RSG members were invited to send personal messages to the society’s board from the comfort of their own laptops. Doolaard then wrote these messages on the cards. “Hand-written cards are the best. I noticed when I was writing the cards that some of the messages were quite personal, with students telling the elderly people a little about themselves, then asking them how they were. Some messages were so long I had difficulty fitting them onto one card.”

Last Thursday, two members of the board put the cards in the post box of the nursing home, which has approximately two hundred residents. “Our goal was to write a card for every resident.” They managed to do just that.
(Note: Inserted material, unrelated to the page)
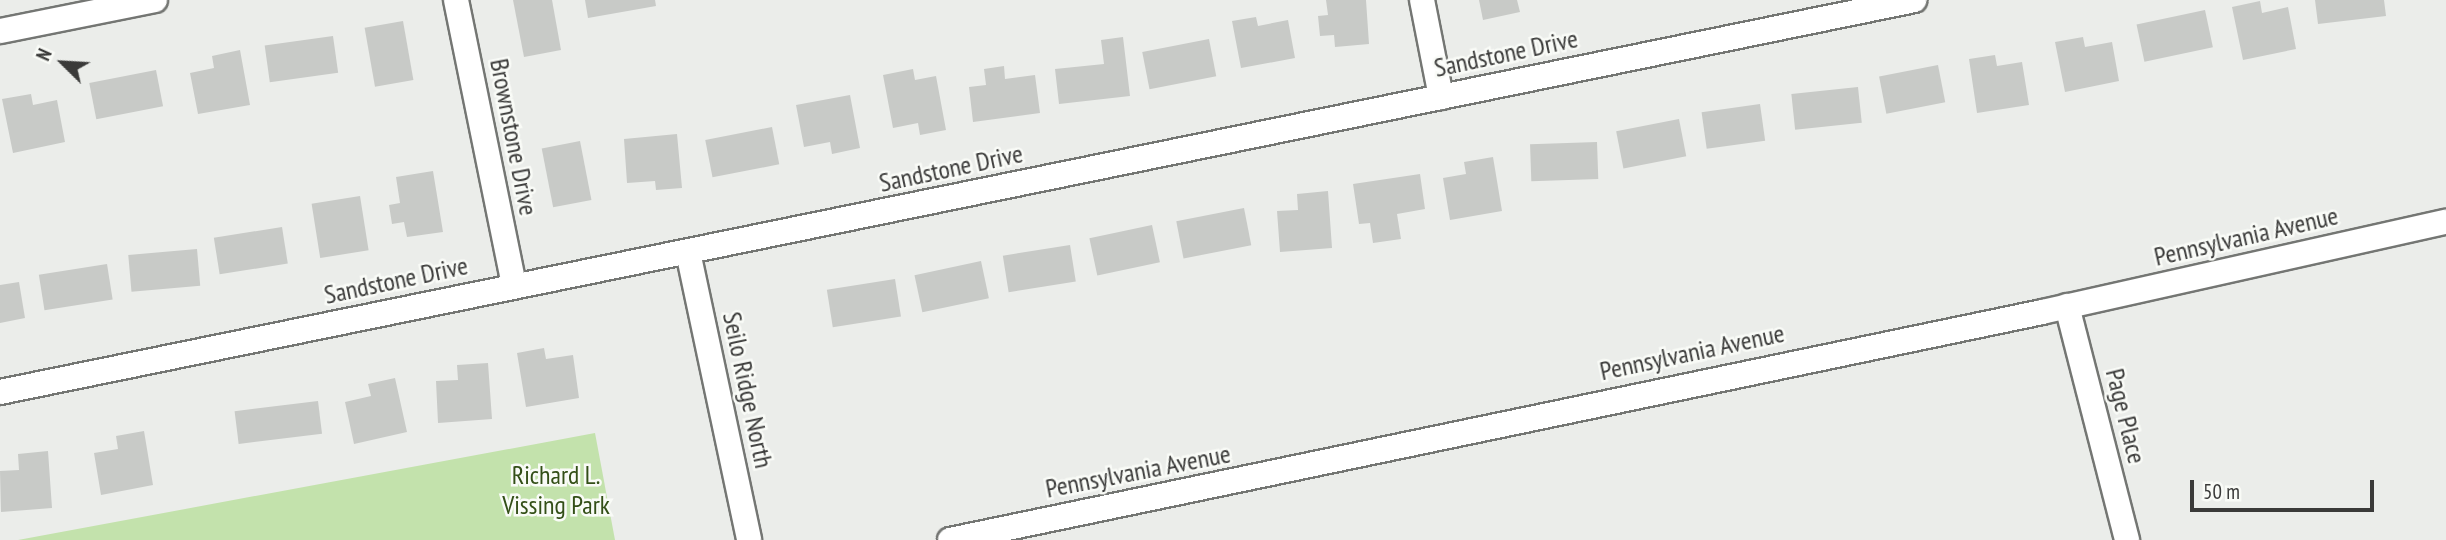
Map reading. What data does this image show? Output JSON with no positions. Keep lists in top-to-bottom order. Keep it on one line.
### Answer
{"streets":{"street":["Sandstone Drive","Brownstone Drive","Pennsylvania Avenue","Seilo Ridge North","Page Place"]},"crossings":[["Sandstone Drive","Brownstone Drive"],["Sandstone Drive","Seilo Ridge North"],["Pennsylvania Avenue","Page Place"]],"parks":["Richard L. Vissing Park"],"scale_bar":"50 m","north":"top left"}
Due to the coronavirus restrictions, they were not allowed to hand the cards out in person, but a Humanitas employee who received the delivery team said the action was heart-warming.

Correspondence and fund-raising dinner

Image credit: RSG

The senders’ addresses were included in the cards, meaning the recipients in the nursing home can acknowledge receipt of the cards if they are so inclined. “It would be great if it resulted in a correspondence of sorts, but we’ll have to wait and see if that happens,” Doolaard said with a smile.

The card-sending action was just one of several actions the society has engaged in these last few years. “We have a Social Engagement Committee, which was supposed to host a fund-raising dinner soon. That is not happening, but instead they will create meals that will be delivered [to the donors], which they have rechristened ‘cycling dinners’.” [The Dutch name ‘benefietsdiner’ is a successful pun – ed.]